*What to do*
What lines in the following entries hold the word "linecap"? Copy each one.

*Data*
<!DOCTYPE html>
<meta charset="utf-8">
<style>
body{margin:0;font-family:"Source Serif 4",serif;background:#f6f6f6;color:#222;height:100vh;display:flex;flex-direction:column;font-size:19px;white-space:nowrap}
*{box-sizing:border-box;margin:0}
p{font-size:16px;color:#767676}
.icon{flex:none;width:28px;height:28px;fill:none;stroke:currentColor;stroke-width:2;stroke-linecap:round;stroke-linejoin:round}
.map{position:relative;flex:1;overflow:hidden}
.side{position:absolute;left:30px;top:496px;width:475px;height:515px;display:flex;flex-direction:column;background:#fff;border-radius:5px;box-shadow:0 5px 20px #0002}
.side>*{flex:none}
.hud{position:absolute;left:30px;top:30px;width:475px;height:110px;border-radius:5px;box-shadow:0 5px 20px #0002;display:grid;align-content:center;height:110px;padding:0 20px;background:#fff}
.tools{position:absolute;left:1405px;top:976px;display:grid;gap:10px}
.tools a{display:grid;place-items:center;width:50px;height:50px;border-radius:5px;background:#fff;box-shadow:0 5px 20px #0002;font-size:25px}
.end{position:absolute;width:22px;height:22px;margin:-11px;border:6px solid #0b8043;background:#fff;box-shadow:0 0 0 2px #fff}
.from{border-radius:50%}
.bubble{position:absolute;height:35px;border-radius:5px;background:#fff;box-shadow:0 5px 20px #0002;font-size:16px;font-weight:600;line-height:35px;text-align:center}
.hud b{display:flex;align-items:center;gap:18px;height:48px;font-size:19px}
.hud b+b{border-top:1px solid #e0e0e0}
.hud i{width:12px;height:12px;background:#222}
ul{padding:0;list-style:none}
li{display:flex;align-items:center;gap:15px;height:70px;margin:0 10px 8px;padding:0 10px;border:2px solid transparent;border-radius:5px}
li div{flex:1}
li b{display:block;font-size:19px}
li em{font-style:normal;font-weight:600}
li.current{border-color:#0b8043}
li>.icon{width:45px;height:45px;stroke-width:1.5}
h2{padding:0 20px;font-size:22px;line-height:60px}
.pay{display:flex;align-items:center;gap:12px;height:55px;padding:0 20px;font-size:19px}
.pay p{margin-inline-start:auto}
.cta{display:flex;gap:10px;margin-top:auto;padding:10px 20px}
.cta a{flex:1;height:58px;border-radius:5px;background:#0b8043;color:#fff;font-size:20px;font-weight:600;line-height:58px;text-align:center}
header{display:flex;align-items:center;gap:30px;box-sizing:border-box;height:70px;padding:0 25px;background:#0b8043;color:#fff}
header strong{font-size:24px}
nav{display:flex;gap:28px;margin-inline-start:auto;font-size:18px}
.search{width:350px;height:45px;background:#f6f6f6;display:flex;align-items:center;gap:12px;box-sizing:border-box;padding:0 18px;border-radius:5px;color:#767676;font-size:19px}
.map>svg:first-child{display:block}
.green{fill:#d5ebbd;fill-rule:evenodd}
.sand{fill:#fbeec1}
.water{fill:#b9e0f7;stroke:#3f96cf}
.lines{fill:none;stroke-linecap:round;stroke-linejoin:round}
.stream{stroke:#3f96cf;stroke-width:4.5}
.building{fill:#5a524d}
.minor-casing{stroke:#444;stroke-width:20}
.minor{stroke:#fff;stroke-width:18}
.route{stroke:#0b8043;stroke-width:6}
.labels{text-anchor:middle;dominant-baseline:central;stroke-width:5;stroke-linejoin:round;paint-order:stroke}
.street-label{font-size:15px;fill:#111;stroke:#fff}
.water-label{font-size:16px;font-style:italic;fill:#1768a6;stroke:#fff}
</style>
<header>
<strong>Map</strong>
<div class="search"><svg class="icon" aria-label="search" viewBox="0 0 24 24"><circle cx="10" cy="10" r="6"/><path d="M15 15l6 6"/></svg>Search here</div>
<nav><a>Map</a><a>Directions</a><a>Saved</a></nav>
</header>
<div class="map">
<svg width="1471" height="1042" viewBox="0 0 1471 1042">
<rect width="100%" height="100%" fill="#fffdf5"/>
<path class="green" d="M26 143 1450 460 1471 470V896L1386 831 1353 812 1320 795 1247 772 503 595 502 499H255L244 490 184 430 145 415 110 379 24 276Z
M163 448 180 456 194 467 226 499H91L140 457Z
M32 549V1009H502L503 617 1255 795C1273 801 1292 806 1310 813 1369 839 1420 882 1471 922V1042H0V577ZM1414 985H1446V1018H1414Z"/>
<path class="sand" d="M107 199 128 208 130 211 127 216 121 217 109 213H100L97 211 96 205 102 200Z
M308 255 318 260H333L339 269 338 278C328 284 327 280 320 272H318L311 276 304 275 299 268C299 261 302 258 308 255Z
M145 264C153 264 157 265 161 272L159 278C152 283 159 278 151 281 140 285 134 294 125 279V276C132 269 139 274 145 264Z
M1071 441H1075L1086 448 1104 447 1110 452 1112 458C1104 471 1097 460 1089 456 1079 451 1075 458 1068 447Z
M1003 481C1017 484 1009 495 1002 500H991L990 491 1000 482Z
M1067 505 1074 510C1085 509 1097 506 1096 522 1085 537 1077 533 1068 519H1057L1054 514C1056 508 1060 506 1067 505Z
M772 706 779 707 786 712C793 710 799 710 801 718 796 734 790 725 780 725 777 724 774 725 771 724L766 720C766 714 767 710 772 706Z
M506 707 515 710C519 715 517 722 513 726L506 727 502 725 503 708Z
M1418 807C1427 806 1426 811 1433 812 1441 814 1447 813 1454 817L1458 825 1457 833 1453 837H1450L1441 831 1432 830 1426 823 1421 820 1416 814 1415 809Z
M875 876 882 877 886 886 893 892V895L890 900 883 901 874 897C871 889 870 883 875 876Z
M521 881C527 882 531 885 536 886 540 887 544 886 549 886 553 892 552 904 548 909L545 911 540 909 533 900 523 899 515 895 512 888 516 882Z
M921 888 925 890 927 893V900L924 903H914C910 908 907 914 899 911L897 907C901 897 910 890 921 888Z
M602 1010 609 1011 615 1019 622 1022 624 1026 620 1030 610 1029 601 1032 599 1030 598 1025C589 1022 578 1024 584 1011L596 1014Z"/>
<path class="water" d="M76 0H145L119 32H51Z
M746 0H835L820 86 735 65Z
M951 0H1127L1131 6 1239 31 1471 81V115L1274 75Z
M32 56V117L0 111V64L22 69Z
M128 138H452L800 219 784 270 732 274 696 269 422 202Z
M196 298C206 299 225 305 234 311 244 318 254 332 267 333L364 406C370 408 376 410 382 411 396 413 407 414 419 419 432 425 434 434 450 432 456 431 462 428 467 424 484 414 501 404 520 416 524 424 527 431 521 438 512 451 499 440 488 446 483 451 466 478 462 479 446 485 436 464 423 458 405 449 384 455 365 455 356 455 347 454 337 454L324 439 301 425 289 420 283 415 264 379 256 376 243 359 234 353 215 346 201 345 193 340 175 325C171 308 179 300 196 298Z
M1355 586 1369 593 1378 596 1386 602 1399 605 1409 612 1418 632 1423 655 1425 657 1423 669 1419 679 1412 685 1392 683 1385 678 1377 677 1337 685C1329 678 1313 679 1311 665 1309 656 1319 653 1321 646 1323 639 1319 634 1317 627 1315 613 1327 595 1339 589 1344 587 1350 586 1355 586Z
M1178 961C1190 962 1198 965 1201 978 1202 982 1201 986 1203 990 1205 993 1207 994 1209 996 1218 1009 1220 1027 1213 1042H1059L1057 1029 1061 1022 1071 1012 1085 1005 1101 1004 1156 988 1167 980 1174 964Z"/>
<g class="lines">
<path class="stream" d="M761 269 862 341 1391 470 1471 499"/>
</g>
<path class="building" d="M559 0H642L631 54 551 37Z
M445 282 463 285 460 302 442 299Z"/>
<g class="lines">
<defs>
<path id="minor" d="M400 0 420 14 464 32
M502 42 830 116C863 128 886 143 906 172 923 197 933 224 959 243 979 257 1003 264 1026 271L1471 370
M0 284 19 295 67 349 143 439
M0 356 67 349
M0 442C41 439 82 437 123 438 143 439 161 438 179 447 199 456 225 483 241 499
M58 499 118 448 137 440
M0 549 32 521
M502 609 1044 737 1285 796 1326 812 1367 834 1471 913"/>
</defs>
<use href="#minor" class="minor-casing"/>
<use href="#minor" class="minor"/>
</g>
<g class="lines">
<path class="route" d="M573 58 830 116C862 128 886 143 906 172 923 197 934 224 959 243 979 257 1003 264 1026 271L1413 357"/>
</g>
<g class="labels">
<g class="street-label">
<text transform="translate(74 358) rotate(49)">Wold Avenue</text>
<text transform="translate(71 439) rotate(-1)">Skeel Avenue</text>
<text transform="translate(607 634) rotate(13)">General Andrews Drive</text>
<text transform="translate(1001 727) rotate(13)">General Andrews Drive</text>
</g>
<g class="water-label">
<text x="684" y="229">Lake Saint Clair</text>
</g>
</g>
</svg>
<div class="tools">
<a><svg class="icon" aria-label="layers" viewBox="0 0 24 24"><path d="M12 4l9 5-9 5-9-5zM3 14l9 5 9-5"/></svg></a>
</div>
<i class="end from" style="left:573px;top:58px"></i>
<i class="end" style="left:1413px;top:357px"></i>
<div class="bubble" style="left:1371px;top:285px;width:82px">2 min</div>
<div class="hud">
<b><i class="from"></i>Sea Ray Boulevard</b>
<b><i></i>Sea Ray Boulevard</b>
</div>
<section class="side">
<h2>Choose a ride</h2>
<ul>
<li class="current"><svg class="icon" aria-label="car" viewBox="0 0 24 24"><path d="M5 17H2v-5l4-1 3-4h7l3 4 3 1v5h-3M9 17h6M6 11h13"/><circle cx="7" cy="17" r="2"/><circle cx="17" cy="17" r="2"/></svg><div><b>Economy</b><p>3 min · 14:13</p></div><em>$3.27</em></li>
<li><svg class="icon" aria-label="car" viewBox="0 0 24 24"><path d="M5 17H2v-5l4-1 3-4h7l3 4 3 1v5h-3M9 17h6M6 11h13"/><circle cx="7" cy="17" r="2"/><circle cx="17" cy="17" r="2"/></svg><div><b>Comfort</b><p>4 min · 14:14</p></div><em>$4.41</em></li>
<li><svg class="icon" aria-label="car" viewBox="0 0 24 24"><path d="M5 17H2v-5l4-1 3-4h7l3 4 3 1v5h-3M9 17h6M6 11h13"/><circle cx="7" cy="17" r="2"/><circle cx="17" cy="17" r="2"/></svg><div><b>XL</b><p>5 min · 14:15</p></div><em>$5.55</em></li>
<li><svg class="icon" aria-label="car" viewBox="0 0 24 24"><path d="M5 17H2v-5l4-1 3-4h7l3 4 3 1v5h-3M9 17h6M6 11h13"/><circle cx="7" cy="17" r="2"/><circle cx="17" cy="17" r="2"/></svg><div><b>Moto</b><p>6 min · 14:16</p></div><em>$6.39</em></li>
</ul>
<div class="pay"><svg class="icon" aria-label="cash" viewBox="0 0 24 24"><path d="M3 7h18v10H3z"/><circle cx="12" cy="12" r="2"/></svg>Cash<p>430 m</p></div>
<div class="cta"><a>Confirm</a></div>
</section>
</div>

*Your response*
.icon{flex:none;width:28px;height:28px;fill:none;stroke:currentColor;stroke-width:2;stroke-linecap:round;stroke-linejoin:round}
.lines{fill:none;stroke-linecap:round;stroke-linejoin:round}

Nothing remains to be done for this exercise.